M&T Bank's $401 million deal for Provident is the second large one involving a Middle Atlantic banking company announced this month. On Dec. 4 the $15.5 billion-asset thrift company Chevy Chase Bank of McLean, Va., announced it was selling itself to Capital One Financial Corp. of McLean.

Thomas Alonso, an analyst at Fox-Pitt Kelton Cochran Coronia Waller, said buying Provident would increase M&T's visibility in the region and put it a strong position to capture any deposits that might be in play. He expects runoff could occur not only from Chevy Chase, but from Wachovia Corp. of Charlotte, which is about to be sold to Wells Fargo & Co.

M&T Bank, which is No. 5 in deposit share in Maryland, at 7.7%, said that after buying Provident it would have 11.6% of the state's deposits. Bank of America Corp. is No. 1 in Maryland, with a 19.2% deposit share. Other banking companies with sizable share in those markets include PNC Financial Services Group Inc. and SunTrust Banks Inc.

M&T Bank said it would pay $10.50 per share Provident. Collyn Bement Gilbert, an analyst at Stifel, Nicolaus & Co. Inc., said she found the price "perplexing" considering that the Baltimore company has been struggling with higher losses on residential construction loans and markdowns on trust-preferred securities. Provident's shares closed $5.80 on Thursday but soared 60.9%, to $9.33 Friday.

"But M&T must have a more big-picture view, in terms of Provident's overall value and revenue potential," Ms. Gilbert said.

The deal is valued at 1.4 times Provident's tangible book value, which M&T Bank said is well the below the average of 2.7 times tangible book for Middle Atlantic banks sold in the last five years.

"We think the value of Provident's cash flows are tremendous," Mr. Jones said. "Their core value has been overshadowed by those issues of higher credit and securities losses."

M&T Bank's shares closed at $55.96 Friday, down 6.3%.

Todd Hagerman, a Credit Suisse analyst, said M&T Bank has a history of fixing struggling companies, including Allfirst. "That said, turning around Provident is going to take some work," he said.

Mr. Jones said that when the deal closes next year, M&T Bank plans to write down $383 million in Provident's loans and $240 million of its securities. M&T expects the acquisition to be accretive in 2010 and estimates its internal rate of return will exceed 16%.

Mr.
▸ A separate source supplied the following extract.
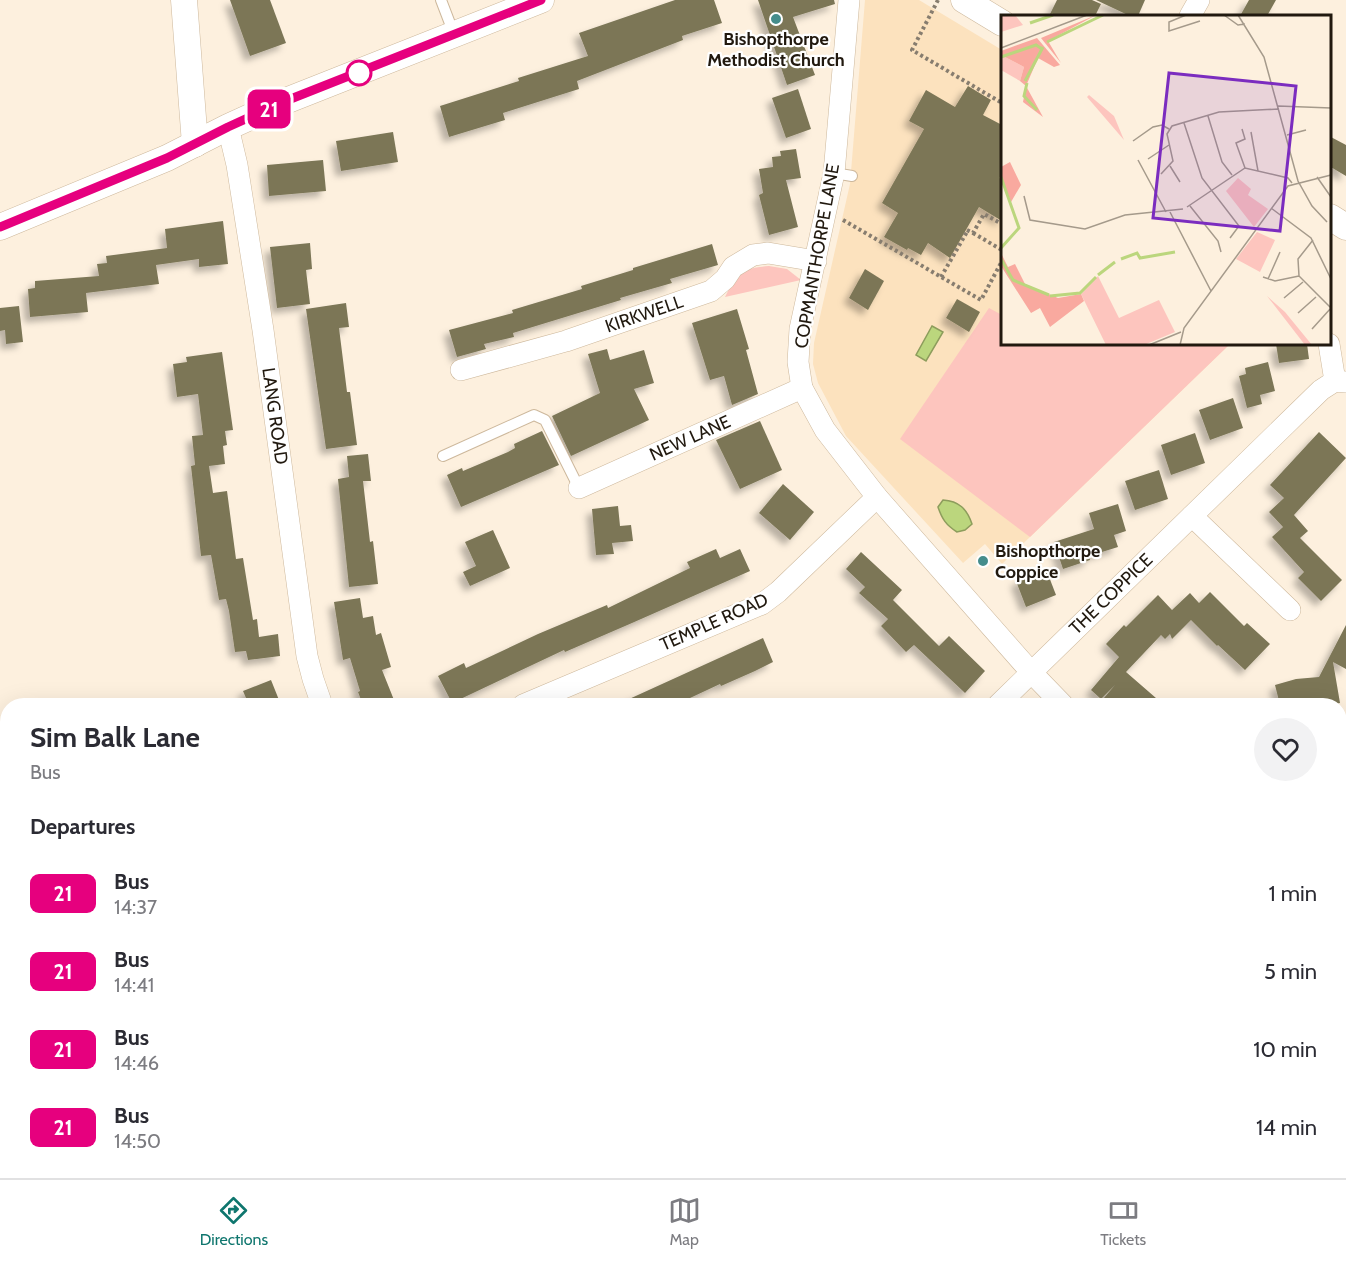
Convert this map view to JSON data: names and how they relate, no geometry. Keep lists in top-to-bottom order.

Hagerman said M&T Bank should raise additional common equity, because buying Provident would lower its tangible common equity ratio, now 4.9%, to 4.4%. The company said in the call that it was open to doing that.

M&T Bank received $600 million from the Treasury Department's Capital Purchase Program, or 1% of its risk-weighted assets. M&T Bank said it would not use any of that capital for the deal. Provident is the first bank to agree to sell itself after receiving Tarp funding. It received $151 million, or 3% of risk-weighted assets, from the Treasury on Nov. 17.

Robert Patten, an analyst at Regions Financial Corp.'s Morgan Keegan & Co. Inc., said the Tarp capital "made Provident more attractive" to M&T Bank. "M&T has to take marks against their loan portfolio and securities, which goes right against equity. So the Tarp money helps stabilize the capital base."